---- PROVIDED DATA

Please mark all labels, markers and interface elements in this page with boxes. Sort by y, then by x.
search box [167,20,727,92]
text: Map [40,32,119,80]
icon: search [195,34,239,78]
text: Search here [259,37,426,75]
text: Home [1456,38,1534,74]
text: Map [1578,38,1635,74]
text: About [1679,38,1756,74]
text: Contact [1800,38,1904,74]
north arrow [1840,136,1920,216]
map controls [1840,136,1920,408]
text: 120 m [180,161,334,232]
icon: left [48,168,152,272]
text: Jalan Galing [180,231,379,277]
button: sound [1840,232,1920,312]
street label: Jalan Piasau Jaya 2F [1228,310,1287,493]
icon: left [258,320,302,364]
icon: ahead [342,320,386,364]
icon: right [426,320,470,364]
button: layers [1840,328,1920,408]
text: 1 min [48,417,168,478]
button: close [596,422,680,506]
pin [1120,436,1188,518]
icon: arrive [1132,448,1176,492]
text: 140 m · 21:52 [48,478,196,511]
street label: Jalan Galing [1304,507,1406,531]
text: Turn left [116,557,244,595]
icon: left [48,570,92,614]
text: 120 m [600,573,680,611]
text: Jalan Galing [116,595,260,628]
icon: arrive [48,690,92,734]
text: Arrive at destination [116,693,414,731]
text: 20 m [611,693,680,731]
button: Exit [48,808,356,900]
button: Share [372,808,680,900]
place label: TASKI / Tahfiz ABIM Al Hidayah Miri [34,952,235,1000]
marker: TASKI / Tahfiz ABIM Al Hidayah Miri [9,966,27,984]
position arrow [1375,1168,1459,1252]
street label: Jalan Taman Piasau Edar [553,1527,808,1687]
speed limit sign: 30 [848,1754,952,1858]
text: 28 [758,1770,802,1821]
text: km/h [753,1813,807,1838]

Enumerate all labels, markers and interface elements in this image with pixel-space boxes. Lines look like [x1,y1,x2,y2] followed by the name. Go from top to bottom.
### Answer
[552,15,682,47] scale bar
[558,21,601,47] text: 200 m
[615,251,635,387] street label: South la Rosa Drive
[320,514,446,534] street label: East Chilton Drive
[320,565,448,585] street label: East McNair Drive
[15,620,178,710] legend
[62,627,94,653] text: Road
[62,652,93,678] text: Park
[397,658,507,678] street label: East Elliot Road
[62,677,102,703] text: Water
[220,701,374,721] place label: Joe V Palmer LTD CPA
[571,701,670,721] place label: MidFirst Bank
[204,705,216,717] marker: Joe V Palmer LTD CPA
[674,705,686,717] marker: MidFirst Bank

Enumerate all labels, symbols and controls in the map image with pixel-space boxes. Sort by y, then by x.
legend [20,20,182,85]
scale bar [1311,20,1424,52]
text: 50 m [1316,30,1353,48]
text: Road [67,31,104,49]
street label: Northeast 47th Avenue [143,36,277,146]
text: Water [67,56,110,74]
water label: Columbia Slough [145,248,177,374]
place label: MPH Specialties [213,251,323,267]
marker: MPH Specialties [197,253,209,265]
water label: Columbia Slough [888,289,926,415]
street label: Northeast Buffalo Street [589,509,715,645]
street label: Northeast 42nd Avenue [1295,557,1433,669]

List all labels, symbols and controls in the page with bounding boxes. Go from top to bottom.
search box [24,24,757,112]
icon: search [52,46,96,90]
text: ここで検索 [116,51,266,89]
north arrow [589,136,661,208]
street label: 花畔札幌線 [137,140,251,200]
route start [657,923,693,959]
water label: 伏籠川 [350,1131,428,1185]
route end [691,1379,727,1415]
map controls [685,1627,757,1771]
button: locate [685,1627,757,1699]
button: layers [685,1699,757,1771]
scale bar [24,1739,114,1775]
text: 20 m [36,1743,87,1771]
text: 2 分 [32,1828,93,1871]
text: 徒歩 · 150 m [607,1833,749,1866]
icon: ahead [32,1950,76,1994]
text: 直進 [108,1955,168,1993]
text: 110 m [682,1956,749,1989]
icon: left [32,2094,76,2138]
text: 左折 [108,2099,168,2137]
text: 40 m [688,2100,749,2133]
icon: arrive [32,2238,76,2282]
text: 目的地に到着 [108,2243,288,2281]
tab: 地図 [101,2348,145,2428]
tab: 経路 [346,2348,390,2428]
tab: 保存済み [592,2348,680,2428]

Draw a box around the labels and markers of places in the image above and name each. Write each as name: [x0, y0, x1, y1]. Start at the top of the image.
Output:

--------

WORK REQUEST: Your reply should be one number: the count of lines above that hold the word "name".

RESPONSE BELOW: 2